## Activity
In the entries below, find the string "direction" and return each line holding it.

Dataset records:
::::
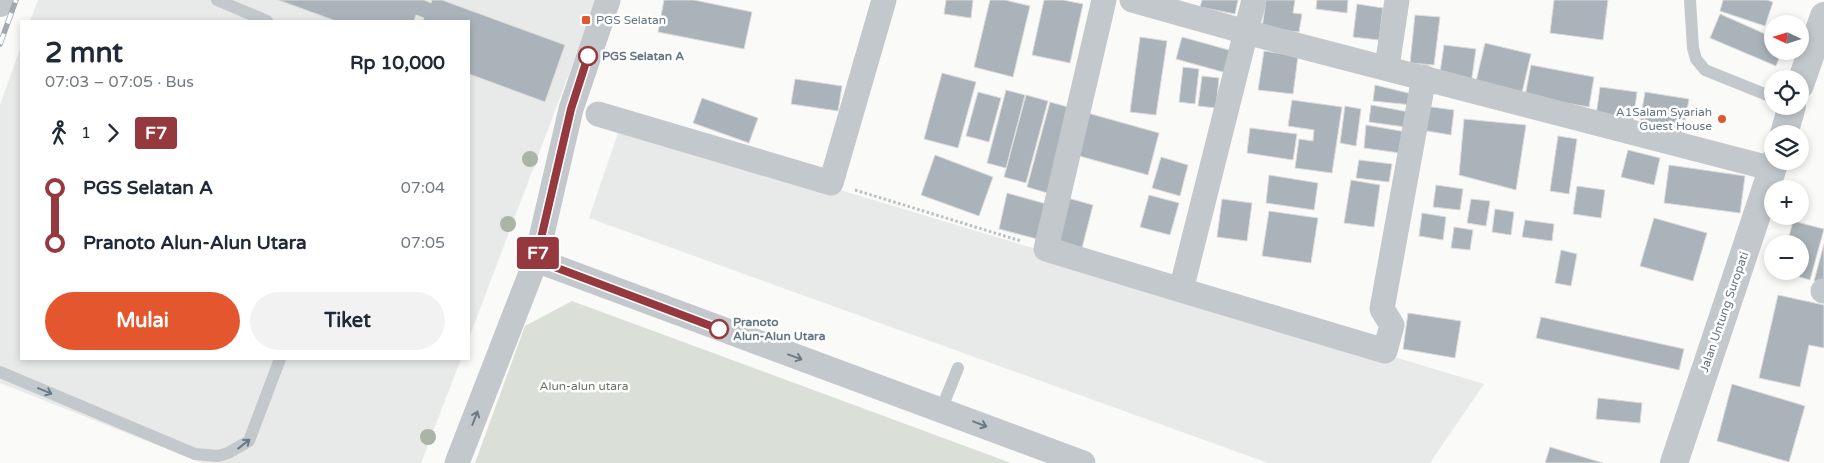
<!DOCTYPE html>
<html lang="id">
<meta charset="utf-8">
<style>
:root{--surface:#fff;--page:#f2f2f3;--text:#1f2937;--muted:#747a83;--accent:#e4572e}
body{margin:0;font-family:"Varela Round",sans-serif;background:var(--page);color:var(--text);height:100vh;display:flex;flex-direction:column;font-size:19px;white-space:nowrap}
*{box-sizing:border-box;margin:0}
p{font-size:16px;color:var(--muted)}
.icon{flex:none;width:28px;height:28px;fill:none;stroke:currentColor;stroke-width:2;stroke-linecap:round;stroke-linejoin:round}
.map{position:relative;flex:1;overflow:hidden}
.details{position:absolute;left:20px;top:20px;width:450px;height:340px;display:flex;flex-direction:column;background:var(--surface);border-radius:0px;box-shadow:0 2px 8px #0003}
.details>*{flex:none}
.badge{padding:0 10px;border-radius:4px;font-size:18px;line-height:32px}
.needle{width:32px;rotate:274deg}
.controls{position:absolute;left:1764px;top:15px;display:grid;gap:10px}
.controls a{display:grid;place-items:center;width:45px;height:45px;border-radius:50%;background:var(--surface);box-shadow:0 2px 8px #0003;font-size:25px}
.map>.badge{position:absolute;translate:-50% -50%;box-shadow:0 0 0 2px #fff}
.legs{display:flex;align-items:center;gap:8px;height:55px;padding:0 25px;font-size:16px}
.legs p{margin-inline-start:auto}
.summary{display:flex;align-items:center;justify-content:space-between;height:85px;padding:0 25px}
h1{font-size:28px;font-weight:700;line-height:38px}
.primary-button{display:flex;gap:10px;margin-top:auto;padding:10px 25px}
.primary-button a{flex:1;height:58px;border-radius:30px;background:var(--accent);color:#fff;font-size:20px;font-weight:700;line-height:58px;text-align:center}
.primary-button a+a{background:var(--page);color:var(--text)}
ul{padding:0 25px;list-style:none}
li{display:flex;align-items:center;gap:18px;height:55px;font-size:19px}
li i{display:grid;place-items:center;width:8px;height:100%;margin:0 6px;background:currentColor}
li i::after{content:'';width:12px;height:12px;margin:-6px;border:4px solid;border-radius:50%;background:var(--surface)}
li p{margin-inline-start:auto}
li:first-child i{background:linear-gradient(#0000 50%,currentColor 0)}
li:last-child i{background:linear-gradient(currentColor 50%,#0000 0)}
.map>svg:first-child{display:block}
.built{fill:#e8e9e9}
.green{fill:#dadfd7}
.building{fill:#aab3b9;stroke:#dcdcda}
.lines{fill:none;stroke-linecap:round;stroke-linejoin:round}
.path{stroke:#bbbfc2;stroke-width:3;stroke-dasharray:2.5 2.5;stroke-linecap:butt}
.service{stroke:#c3c8cc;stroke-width:12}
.minor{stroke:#c3c8cc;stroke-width:25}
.tertiary{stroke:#c3c8cc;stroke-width:28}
.rail-casing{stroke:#a2aab0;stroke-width:5.5}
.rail{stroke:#fff;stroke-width:4;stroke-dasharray:11;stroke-linecap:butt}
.tree{fill:#aab4a7}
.oneway{stroke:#6a7a87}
.line-1-casing{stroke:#fff;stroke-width:11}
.line-1{stroke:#96393f;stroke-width:8}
.poi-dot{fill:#e4572e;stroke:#fff;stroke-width:2}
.stop-1-dot{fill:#fff;stroke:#96393f;stroke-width:2.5}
.labels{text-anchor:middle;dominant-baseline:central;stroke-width:5;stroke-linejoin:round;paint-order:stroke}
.poi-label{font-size:12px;fill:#657683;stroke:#fff;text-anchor:start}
.stop-label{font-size:12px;font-weight:bold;fill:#657683;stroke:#fff;text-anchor:start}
.street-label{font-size:12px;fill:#657683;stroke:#fff}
.park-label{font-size:12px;fill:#687a64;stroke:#fff}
</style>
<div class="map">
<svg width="1824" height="463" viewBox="0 0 1824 463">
<rect width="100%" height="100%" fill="#fafaf8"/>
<path class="built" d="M38,0H597L469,338V21H30Z
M21,46V359H461L421,463H202L0,383V105Z
M621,124L1484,384L1430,463H1268L589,218Z"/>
<path class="green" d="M572,301L1011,463H475L525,326Z"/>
<path class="building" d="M278,0H424L431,3L432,0H442L565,45L545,102L469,74V21H423L424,18L416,15L414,21H336Z
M664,0H694L752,12L744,49L658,32Z
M946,0H973L971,18L944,14Z
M990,0H1005L1030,6L1013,77L974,67Z
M1044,0H1063L1083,4L1070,63L1032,55Z
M1202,0H1238L1235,14L1200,7Z
M1266,0H1295L1293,13L1302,14L1299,32L1262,28Z
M1317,0H1348L1347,13L1316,9Z
M1554,0H1608L1603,40L1550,33Z
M1723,0H1767L1773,2L1765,26L1720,11Z
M1357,4L1383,8L1379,40L1353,37Z
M1720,14L1772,37V51H1782L1776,66L1710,38Z
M1415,15L1440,17L1434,65L1410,63Z
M1140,37L1167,41L1156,115L1130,112Z
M1182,37L1236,52L1230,74L1176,59Z
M1485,43L1531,54L1521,97L1475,86Z
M1444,45L1476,49L1471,84L1439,79Z
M1264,51L1298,56L1293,94L1258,90Z
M1531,65L1594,77L1589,107L1525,96Z
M1183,67L1199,69L1195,104L1179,102Z
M942,73L976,82L958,148L924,139Z
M1202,76L1219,78L1216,108L1198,106Z
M795,79L842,86L838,111L791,104Z
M1375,85L1412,94V105L1373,101Z
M1600,87L1637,92L1633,122L1596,116Z
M1006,90L1025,95L1006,168L987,163Z
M978,92L1001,98L989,142L966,136Z
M1645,92L1689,99L1683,134L1639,127Z
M1026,95L1048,101L1026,183L1004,177Z
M702,98L758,118L749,143L693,123Z
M1292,100L1342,107L1332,173L1295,168L1299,139L1313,141L1314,130L1288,126Z
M1050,102L1075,109L1051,194L1027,187Z
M1371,105L1409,112L1405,127L1369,122Z
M1345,106L1361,109L1356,146L1340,143Z
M1424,106L1454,110L1451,135L1421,130Z
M1084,112L1159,133L1148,175L1072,154Z
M1464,119L1526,125L1516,190L1459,175Z
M1366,125L1406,132L1400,153L1364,148Z
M1250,128L1297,134L1293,160L1247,153Z
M1558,136L1577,139L1569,194L1550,191Z
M1628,150L1660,158L1654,185L1621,177Z
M935,155L993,177L979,216L921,195Z
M1161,157L1188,165L1180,196L1152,188Z
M1359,160L1392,164L1389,182L1356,178Z
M1669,165L1745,176L1740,213L1664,203Z
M1269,175L1318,183L1314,210L1266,203Z
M1351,180L1380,185L1374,227L1344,223Z
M1436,185L1463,189L1460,210L1433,207Z
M1577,186L1605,190L1601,218L1573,214Z
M1007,193L1050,205L1041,240L999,229Z
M1149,195L1179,203L1170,235L1140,227Z
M1064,197L1093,205L1081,252L1052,245Z
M1222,199L1252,203L1247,241L1217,237Z
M1471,199L1490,201L1486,226L1467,223Z
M1495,209L1514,212L1511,235L1492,232Z
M1269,211L1318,218L1311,263L1262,256Z
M1422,213L1446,217L1443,240L1419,236Z
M1654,218L1707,233L1693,281L1640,266Z
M1525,220L1554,224L1552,241L1522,237Z
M1793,221L1824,229L1810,280L1780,271H1800V244H1787Z
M1454,227L1473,230L1470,250L1451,248Z
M1824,244V283L1814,281Z
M1561,250L1577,254L1571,286L1555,283Z
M1778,295L1824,305V348L1809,345L1800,387L1759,378Z
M1408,313L1461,321L1455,358L1403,349Z
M1541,317L1684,349L1679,370L1536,338Z
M1732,384L1805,406L1789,462L1717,441Z
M1598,398L1642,403L1640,423L1596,419Z
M1550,447L1603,463H1545Z"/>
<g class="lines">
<path class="path" d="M855,190L1021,241"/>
<path class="service" d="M217,0L267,21
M1690,0L1693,48L1696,59L1705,70L1772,97
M0,372L195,454L218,456L228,453L249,441L280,359
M941,410L958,368"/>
<path class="minor" d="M1104,0L1046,249L1181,290L1385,351L1392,325L1382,309L1424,77
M1132,0L1246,32L1773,169
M1387,67L1397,0
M598,114L831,183L884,0
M536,260L1083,463
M1181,290L1254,0
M1823,291H1824
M457,463L536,260L571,109L608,0"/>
<path class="tertiary" d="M0,3L1,0
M1800,85L1824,16
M1784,134L1792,106
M1674,463L1775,161"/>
<g class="rail-casing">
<path id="rail" d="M0,44L16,0"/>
</g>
<use href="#rail" class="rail"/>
</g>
<g class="tree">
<circle cx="530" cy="159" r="8"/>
<circle cx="508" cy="224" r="8"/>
<circle cx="428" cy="437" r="8"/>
</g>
<defs><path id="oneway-shaft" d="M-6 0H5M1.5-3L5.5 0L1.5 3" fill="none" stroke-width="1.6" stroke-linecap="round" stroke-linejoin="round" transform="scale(1.25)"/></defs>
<g class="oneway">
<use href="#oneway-shaft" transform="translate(795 357) rotate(20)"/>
<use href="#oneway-shaft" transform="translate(45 391) rotate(23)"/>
<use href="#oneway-shaft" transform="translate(475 418) rotate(-69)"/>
<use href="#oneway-shaft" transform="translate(980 424) rotate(21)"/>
<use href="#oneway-shaft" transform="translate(244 444) rotate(-38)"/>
</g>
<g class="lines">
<g class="line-1-casing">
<path id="line-1" d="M588,56L571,109L536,260L719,329"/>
</g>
<use href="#line-1" class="line-1"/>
</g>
<g class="poi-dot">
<rect x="581" y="15" width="10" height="10" rx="2.5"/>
<circle cx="1722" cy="119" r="5"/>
</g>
<g class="stop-1-dot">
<circle cx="588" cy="56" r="9"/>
<circle cx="719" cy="329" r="9"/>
</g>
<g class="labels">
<g class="poi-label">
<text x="596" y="20">PGS Selatan</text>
<text x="1712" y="112" text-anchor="end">A1Salam Syariah<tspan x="1712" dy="14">Guest House</tspan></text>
</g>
<g class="stop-label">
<text x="602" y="56">PGS Selatan A</text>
<text x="733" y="322">Pranoto<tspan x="733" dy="14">Alun-Alun Utara</tspan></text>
</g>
<g class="street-label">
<text transform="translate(1724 312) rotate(-71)">Jalan Untung Suropati</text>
</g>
<g class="park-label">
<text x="584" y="386">Alun-alun utara</text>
</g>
</g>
</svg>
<div class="controls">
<a><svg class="needle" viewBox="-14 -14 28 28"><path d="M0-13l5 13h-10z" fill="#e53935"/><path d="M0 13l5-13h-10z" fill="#747a83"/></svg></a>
<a><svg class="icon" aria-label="locate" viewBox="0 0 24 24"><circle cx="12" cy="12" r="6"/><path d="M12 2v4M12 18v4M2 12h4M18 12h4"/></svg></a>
<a><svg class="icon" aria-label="layers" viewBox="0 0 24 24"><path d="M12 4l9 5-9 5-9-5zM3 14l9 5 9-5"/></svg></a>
<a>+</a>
<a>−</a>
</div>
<b class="badge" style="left:538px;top:253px;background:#96393f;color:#fff">F7</b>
<section class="details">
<div class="summary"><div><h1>2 mnt</h1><p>07:03 – 07:05 · Bus</p></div><b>Rp 10,000</b></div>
<div class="legs"><svg class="icon" aria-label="walk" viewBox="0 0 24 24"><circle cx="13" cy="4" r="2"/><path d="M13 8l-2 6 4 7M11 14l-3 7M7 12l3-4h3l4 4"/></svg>1<svg class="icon" aria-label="forward" viewBox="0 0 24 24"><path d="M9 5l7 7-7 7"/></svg><b class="badge" style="background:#96393f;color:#fff">F7</b></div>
<ul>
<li><i style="color:#96393f"></i><b>PGS Selatan A</b><p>07:04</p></li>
<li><i style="color:#96393f"></i><b>Pranoto Alun-Alun Utara</b><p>07:05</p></li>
</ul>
<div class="primary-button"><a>Mulai</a><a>Tiket</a></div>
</section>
</div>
::::
## Exercise answer
body{margin:0;font-family:"Varela Round",sans-serif;background:var(--page);color:var(--text);height:100vh;display:flex;flex-direction:column;font-size:19px;white-space:nowrap}
.details{position:absolute;left:20px;top:20px;width:450px;height:340px;display:flex;flex-direction:column;background:var(--surface);border-radius:0px;box-shadow:0 2px 8px #0003}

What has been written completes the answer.